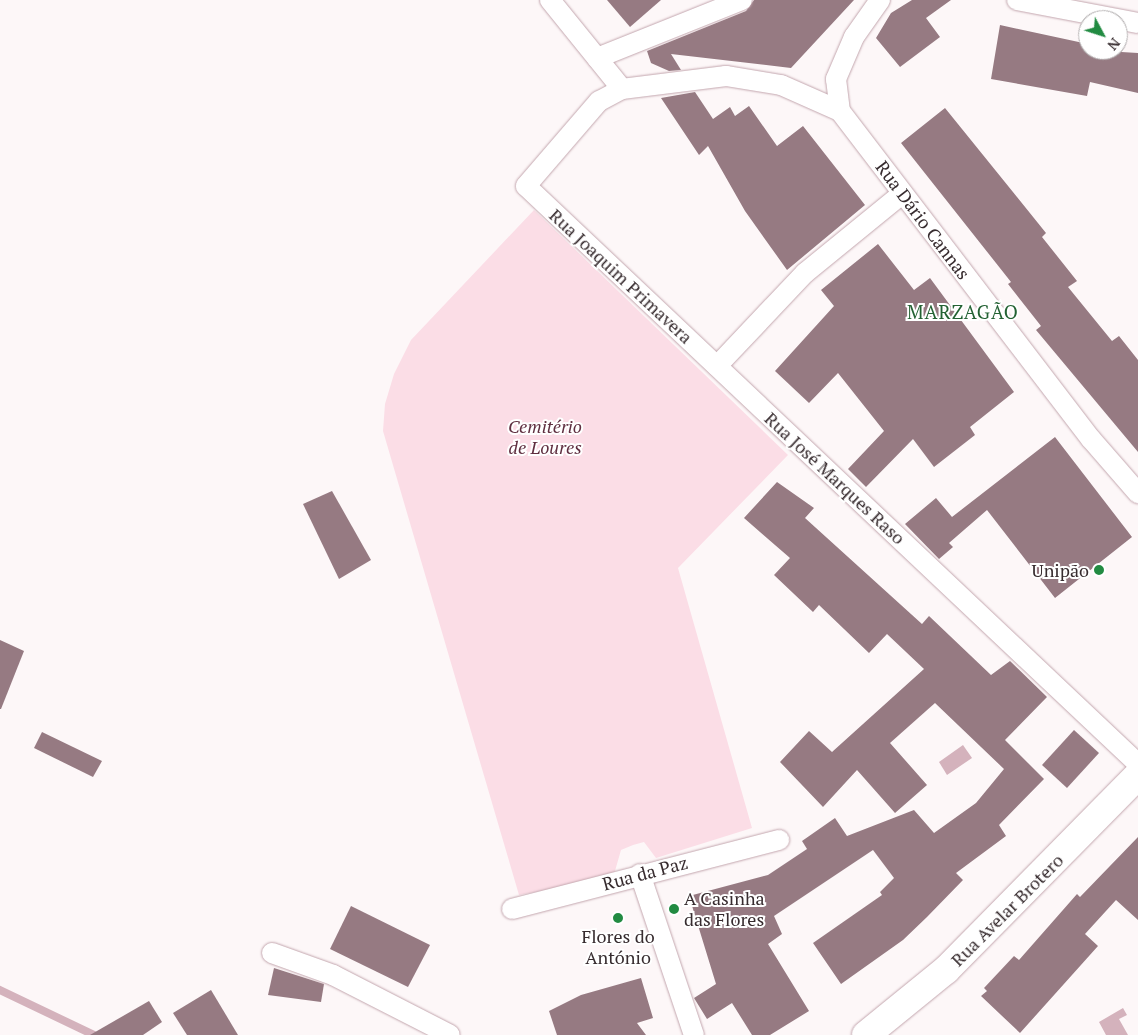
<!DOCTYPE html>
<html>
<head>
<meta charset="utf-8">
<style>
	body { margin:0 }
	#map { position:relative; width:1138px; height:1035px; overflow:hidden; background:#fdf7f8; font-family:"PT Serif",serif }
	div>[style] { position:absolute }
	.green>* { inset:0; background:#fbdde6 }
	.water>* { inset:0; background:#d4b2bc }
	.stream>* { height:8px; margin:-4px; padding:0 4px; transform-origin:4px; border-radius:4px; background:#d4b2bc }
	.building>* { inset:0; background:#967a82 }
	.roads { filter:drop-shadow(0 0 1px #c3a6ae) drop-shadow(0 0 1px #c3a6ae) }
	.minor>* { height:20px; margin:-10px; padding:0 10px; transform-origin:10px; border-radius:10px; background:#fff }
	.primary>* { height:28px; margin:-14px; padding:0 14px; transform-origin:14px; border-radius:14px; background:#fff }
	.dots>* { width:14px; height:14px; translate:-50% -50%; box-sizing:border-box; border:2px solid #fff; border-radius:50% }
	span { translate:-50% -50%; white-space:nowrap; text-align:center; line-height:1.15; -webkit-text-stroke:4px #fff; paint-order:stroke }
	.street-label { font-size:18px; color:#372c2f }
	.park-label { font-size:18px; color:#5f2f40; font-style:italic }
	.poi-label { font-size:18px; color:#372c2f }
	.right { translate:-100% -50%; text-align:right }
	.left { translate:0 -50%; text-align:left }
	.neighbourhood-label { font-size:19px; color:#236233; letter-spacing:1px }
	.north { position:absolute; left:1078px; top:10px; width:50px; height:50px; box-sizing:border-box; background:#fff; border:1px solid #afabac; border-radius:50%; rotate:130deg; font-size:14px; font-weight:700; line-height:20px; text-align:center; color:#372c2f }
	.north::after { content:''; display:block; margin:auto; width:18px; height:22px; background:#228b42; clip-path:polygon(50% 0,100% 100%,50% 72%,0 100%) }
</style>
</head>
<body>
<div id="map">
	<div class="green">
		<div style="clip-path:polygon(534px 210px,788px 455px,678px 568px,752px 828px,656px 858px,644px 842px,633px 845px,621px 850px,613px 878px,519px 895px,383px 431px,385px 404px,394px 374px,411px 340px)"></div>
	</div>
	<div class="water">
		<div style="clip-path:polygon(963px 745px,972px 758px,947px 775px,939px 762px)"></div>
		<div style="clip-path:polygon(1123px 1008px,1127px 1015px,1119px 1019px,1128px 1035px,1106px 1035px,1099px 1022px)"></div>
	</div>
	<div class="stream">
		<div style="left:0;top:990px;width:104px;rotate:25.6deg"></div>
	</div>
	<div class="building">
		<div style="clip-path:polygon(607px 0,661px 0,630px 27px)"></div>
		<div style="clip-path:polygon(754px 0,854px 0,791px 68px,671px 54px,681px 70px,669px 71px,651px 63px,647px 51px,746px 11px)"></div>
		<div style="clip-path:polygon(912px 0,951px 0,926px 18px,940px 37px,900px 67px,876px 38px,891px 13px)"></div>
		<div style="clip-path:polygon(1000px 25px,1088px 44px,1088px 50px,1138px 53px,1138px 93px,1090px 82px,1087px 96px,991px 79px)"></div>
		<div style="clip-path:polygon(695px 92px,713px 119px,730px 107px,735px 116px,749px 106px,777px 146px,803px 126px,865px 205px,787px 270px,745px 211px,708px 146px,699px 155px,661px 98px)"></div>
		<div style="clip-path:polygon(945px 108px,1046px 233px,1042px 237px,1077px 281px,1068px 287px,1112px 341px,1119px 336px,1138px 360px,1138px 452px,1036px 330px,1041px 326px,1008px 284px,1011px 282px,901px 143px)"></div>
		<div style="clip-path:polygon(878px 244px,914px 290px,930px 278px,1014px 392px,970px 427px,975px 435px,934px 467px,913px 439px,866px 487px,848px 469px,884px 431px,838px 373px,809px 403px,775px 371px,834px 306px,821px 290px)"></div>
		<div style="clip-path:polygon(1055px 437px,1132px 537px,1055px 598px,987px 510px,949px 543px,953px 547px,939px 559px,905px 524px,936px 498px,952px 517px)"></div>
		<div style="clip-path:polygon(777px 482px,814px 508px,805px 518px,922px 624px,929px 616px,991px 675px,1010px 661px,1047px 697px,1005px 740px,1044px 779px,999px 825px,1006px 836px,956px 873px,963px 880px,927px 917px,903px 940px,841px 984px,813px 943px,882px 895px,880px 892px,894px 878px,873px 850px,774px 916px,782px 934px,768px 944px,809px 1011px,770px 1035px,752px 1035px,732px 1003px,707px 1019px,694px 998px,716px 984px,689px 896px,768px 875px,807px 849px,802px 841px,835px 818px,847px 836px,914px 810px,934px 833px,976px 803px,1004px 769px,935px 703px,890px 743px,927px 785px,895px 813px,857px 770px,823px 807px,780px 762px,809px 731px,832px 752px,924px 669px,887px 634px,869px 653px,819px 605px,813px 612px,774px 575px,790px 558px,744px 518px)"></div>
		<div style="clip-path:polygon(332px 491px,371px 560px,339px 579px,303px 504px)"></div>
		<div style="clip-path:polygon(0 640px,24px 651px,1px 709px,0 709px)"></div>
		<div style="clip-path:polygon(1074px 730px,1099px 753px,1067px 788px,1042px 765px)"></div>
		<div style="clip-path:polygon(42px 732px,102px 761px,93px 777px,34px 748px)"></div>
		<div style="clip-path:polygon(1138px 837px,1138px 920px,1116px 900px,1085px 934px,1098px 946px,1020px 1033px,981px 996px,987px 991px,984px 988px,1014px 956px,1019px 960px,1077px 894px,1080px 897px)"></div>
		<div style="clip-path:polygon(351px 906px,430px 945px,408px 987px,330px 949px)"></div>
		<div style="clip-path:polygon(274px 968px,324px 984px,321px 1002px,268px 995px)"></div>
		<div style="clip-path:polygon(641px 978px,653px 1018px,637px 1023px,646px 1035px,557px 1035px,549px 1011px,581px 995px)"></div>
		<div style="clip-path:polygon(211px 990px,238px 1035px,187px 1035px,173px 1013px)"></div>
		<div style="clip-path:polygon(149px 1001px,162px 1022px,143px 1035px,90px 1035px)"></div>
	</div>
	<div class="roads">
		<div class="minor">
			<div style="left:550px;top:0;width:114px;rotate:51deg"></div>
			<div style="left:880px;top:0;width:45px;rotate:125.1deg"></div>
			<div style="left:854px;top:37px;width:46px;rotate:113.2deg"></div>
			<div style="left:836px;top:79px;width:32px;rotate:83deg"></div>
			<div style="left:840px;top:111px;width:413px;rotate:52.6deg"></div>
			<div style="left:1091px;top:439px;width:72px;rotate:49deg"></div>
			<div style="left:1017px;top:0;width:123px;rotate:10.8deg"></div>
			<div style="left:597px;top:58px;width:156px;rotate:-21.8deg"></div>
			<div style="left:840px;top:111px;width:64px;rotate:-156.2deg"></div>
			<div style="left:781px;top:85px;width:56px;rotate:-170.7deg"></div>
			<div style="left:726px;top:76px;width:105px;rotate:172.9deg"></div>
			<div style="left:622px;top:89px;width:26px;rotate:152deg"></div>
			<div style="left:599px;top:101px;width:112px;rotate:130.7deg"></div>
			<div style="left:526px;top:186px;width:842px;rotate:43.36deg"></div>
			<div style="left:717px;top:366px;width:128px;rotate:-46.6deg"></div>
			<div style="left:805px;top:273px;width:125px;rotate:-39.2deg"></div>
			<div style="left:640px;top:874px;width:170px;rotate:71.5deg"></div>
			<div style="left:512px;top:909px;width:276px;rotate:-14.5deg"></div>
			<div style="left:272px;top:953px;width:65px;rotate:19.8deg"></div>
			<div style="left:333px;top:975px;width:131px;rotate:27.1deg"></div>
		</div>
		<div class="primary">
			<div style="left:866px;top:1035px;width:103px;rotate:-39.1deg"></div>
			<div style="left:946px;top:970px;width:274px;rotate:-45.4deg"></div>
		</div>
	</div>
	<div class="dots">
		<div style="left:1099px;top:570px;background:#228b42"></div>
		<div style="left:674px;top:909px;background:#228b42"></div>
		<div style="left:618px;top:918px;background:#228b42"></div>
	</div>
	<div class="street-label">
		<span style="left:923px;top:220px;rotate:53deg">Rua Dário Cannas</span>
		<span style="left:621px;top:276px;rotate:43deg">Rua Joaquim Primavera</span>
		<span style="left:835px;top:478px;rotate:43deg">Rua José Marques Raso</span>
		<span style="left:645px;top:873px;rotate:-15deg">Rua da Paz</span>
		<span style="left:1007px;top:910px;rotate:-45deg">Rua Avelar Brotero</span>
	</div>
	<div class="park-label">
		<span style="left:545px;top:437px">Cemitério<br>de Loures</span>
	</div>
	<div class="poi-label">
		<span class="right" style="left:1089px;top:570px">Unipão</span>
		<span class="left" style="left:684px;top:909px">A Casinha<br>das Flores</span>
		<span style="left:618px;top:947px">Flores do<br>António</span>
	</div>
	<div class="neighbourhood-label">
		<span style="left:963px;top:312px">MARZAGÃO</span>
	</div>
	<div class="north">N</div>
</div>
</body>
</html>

■ Required action
Please give again the lines above between the line holding "translate:-100% -50%; text-align:right" and the line holding "position:absolute; left:1078px; top:10px;", inclusive, exactly as they are and with nothing added.

■ Result of the task
	.right { translate:-100% -50%; text-align:right }
	.left { translate:0 -50%; text-align:left }
	.neighbourhood-label { font-size:19px; color:#236233; letter-spacing:1px }
	.north { position:absolute; left:1078px; top:10px; width:50px; height:50px; box-sizing:border-box; background:#fff; border:1px solid #afabac; border-radius:50%; rotate:130deg; font-size:14px; font-weight:700; line-height:20px; text-align:center; color:#372c2f }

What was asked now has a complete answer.